The recent FDA approval of brensocatib, marketed as Brinsupri, marks a significant advancement in the treatment of bronchiectasis. This medication, which received approval in August 2025, is the focus of discussions led by experts Albert Rizzo, MD, and James Chalmers, MBChB, PhD, regarding its safety profile and unique mechanism of action.
Both the phase 2 WILLOW trial and the extensive phase 3 ASPEN trial demonstrated that brensocatib has a reassuring safety profile. According to Chalmers, adverse events and serious complications occurred at rates comparable to those seen with placebo treatments. Notably, despite the drug’s aim to modulate neutrophil activity, there was no increase in pneumonia or other infections—a crucial finding considering the protective role of neutrophils in the immune response.
Chalmers highlighted a notable side effect observed during the ASPEN trial: mild hyperkeratosis, which affected approximately 3% of patients receiving the higher dosage. This skin thickening is reminiscent of symptoms seen in the rare Papillon-Lefevre syndrome, where the DPP1 enzyme is absent. However, Chalmers reassured that in the trial, these cases were largely reversible and self-limiting, only resulting in one discontinuation due to the side effect. He advised clinicians to inform patients about this potential effect, which may manifest at various points during treatment, even after several months.

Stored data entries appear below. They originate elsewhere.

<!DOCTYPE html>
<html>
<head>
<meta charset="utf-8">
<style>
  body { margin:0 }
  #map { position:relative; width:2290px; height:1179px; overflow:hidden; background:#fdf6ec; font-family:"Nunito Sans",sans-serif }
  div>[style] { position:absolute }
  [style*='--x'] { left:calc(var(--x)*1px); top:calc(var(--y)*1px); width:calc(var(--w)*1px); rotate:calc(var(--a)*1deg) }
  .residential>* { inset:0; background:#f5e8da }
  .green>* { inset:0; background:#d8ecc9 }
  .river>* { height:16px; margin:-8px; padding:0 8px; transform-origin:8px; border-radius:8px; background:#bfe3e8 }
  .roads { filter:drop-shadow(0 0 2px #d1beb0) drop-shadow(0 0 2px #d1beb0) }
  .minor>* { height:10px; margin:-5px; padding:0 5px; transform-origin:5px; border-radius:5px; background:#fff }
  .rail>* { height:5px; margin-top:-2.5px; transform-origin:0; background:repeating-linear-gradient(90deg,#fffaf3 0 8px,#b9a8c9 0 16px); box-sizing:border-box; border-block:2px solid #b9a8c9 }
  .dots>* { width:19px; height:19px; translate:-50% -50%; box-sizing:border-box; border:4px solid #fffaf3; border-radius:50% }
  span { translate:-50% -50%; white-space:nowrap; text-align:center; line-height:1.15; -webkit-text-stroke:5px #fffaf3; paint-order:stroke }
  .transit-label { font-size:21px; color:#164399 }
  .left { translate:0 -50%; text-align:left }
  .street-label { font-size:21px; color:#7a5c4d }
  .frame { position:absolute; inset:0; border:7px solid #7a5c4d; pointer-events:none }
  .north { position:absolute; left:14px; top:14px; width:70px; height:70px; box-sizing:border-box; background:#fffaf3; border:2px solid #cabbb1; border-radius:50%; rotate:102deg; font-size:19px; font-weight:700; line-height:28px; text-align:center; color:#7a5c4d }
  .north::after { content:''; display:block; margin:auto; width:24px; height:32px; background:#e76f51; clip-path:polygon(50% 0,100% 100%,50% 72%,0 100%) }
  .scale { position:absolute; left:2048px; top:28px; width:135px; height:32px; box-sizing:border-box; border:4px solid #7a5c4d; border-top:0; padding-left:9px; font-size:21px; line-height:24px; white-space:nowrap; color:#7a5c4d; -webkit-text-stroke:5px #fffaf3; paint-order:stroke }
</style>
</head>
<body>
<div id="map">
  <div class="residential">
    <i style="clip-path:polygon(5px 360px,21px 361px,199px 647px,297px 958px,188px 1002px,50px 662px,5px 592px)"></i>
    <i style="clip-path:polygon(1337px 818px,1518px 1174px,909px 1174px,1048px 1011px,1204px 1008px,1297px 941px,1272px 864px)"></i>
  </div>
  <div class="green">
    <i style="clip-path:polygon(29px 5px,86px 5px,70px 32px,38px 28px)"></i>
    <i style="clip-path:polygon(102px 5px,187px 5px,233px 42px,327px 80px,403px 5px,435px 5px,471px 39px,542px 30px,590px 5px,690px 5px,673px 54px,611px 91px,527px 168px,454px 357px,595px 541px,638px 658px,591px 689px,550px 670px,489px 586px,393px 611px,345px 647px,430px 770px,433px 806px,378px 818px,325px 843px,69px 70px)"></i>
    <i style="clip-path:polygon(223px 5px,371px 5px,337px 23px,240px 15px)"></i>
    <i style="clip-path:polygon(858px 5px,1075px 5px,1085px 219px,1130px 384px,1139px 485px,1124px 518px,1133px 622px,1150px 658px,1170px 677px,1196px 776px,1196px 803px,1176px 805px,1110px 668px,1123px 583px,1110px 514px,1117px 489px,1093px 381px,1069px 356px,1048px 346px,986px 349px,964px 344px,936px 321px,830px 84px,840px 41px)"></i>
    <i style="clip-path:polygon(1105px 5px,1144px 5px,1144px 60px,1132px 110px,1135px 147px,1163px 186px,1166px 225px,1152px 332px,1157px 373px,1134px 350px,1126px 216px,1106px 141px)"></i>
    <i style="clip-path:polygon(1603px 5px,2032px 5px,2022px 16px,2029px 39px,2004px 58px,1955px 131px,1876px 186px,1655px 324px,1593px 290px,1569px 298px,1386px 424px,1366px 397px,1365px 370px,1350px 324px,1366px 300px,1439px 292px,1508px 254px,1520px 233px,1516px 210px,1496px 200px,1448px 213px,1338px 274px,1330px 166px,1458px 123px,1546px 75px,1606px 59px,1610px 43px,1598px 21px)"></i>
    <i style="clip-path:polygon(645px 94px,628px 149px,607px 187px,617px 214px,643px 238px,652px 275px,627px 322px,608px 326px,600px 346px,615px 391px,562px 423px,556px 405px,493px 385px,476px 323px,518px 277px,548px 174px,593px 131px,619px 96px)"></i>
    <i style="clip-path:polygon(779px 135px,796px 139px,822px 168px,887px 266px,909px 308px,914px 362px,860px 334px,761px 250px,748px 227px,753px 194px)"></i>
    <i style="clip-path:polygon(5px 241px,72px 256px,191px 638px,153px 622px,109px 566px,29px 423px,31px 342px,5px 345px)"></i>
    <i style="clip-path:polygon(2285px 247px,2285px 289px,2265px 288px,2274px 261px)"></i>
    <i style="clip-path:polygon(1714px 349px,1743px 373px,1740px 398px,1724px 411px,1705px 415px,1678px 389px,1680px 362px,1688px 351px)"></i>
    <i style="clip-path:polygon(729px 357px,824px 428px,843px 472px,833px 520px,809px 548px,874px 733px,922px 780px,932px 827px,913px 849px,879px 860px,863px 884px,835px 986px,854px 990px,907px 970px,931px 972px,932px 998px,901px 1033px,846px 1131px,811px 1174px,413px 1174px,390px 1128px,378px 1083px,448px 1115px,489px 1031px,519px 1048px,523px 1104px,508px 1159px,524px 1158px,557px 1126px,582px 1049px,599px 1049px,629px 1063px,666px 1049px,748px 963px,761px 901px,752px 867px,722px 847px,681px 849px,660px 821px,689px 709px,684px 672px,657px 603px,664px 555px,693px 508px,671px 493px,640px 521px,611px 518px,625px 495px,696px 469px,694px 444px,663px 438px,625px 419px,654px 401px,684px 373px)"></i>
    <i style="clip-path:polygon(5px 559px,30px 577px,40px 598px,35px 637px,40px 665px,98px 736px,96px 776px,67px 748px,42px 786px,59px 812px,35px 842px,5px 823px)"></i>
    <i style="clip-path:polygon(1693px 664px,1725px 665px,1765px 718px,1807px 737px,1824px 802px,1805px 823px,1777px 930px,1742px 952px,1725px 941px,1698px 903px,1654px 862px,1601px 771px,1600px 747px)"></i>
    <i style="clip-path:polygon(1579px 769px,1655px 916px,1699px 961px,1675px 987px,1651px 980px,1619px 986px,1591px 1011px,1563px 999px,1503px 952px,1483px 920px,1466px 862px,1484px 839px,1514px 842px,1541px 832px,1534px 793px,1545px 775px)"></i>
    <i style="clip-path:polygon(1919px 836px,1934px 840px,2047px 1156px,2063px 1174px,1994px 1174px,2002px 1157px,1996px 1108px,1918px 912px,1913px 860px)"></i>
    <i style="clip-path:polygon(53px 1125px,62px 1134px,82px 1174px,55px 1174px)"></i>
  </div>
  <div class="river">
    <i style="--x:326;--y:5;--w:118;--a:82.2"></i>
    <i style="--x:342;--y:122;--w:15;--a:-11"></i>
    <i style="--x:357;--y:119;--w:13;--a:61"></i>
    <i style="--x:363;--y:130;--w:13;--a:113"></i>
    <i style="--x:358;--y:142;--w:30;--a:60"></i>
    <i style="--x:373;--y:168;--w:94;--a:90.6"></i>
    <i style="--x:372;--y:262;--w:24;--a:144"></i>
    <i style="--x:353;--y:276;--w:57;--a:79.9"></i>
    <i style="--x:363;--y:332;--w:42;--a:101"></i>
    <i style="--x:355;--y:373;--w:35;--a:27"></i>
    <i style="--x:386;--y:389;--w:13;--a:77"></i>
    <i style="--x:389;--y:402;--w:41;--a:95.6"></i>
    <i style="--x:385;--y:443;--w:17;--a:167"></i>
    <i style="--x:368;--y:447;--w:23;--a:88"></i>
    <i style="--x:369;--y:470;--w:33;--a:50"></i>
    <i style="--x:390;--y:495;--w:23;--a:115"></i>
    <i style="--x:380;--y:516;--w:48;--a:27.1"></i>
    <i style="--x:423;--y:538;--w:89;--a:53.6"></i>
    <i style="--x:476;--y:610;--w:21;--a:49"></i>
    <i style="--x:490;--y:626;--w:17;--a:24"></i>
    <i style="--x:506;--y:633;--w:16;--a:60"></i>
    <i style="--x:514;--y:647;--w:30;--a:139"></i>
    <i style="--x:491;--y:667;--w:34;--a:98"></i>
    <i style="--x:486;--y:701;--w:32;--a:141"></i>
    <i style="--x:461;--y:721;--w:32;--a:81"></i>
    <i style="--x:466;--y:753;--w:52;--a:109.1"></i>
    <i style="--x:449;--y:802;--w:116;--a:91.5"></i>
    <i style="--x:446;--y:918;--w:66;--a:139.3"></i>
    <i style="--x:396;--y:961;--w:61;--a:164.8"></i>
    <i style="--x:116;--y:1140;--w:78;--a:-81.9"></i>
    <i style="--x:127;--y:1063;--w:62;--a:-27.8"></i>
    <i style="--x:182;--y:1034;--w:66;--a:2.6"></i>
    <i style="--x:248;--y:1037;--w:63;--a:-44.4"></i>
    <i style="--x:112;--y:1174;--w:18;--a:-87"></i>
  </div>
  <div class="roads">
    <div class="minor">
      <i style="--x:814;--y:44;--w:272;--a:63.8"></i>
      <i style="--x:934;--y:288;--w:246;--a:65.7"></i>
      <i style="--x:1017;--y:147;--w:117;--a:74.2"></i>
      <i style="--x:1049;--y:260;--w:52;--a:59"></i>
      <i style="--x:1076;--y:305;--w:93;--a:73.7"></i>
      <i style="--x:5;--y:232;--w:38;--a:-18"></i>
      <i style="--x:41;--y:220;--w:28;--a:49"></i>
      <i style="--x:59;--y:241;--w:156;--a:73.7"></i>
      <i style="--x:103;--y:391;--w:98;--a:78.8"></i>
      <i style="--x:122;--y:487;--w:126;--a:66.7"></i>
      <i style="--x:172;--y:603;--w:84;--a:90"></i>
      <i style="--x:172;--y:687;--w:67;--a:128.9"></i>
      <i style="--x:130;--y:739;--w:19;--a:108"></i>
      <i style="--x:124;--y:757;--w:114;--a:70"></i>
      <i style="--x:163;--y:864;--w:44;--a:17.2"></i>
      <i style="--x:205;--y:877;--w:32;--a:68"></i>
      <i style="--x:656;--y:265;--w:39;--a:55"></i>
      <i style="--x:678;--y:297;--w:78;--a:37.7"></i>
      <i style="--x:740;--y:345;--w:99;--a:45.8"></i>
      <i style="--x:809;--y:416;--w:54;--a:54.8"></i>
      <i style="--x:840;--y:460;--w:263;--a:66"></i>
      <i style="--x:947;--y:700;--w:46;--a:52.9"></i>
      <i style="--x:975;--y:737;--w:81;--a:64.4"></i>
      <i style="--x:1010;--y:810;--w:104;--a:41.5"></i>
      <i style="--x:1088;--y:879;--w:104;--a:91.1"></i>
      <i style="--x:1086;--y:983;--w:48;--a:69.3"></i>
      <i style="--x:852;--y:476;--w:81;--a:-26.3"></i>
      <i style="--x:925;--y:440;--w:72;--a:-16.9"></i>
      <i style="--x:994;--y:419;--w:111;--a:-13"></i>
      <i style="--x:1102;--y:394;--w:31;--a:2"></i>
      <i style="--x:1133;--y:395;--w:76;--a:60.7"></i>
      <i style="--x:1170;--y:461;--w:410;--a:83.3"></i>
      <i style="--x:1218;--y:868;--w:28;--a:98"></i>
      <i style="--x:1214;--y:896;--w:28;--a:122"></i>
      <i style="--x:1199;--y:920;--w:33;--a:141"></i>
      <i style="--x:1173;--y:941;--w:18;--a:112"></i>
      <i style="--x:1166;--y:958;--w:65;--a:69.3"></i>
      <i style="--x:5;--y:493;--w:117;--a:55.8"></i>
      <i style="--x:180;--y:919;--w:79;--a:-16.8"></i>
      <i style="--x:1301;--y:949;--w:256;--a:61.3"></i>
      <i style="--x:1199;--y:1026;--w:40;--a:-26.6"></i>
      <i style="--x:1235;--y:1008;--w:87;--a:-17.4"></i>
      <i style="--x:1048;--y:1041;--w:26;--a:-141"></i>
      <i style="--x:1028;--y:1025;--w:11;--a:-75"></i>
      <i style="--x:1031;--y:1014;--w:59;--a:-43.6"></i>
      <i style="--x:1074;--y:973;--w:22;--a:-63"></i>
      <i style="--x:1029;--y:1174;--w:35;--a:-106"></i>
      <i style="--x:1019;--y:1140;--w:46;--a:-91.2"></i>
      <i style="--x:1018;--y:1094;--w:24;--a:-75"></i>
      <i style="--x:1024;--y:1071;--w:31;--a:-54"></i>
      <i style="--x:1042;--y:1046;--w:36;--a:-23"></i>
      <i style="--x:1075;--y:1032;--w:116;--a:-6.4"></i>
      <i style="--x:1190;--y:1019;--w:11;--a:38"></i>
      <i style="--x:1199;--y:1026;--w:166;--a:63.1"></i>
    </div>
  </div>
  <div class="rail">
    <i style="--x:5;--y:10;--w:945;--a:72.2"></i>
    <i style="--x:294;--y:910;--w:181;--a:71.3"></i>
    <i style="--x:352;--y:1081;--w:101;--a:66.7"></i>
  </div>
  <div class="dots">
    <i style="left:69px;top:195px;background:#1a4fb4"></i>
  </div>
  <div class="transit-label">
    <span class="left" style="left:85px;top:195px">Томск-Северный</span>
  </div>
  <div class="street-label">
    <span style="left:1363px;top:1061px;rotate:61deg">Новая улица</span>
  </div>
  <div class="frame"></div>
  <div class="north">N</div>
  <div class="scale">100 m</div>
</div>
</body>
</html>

Chalmers also elaborated on brensocatib’s innovative mechanism of action as a first-in-class DPP1 inhibitor. By inhibiting DPP1 in the bone marrow, brensocatib prevents the activation and packaging of proteolytic enzymes such as neutrophil elastase and cathepsin G within neutrophils. Consequently, while neutrophils still migrate to the lungs, their capacity to cause tissue injury is diminished. This targeted approach not only reduces inflammation but also preserves the body’s ability to defend against infections, which Chalmers notes is key to explaining both the drug’s efficacy in reducing exacerbations and its favorable safety profile.
The ongoing dialogue surrounding brensocatib underscores its potential to shift the paradigm in bronchiectasis treatment toward disease modification. This represents a crucial advancement for patients suffering from this chronic condition, which often leads to severe respiratory complications.
The insights provided by Rizzo and Chalmers highlight the importance of understanding both the safety and functionality of new treatments in the context of existing therapeutic landscapes. As clinical research continues to evolve, the role of innovative therapies like brensocatib will be closely monitored, paving the way for improved patient outcomes in bronchiectasis management.